- Opening Delimiter -

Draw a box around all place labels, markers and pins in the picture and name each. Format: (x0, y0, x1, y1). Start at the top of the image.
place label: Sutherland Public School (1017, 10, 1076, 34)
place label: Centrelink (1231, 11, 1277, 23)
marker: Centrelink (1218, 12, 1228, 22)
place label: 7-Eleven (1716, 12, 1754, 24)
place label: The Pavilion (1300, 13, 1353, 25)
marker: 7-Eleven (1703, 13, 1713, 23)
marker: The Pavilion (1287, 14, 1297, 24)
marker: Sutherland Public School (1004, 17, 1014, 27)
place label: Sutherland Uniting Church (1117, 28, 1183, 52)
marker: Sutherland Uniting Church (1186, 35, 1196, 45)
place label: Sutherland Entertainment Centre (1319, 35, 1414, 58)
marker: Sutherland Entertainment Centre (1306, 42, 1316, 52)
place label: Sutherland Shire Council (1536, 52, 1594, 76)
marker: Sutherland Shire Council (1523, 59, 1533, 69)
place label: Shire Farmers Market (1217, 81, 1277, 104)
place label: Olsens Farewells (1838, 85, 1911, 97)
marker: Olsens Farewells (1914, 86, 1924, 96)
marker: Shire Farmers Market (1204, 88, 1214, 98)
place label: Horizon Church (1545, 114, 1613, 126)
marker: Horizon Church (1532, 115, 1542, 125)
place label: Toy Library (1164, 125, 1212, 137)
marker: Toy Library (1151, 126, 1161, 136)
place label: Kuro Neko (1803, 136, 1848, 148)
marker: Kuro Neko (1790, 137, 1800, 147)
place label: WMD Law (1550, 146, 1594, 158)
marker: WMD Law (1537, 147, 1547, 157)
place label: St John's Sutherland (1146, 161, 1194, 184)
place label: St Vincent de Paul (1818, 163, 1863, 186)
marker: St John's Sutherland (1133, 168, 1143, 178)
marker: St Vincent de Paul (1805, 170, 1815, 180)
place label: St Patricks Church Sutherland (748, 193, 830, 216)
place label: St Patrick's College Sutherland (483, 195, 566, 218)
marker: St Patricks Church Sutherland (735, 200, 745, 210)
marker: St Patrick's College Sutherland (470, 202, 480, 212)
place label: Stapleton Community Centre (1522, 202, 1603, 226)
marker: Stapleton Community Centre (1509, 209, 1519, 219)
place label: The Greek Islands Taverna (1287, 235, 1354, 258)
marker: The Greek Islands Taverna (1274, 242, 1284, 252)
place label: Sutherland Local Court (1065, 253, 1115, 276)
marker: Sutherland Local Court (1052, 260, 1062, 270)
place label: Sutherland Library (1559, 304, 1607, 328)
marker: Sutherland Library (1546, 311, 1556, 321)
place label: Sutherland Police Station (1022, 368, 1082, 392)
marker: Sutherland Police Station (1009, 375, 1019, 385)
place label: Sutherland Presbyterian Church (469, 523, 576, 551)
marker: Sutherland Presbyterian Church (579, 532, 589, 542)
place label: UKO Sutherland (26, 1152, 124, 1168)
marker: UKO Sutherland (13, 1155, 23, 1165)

- Closing Delimiter -

DESCRIPTION OF THE TASK: If a line in the entries above contains "Olsens", report it.

TASK SOLUTION:
place label: Olsens Farewells (1838, 85, 1911, 97)
marker: Olsens Farewells (1914, 86, 1924, 96)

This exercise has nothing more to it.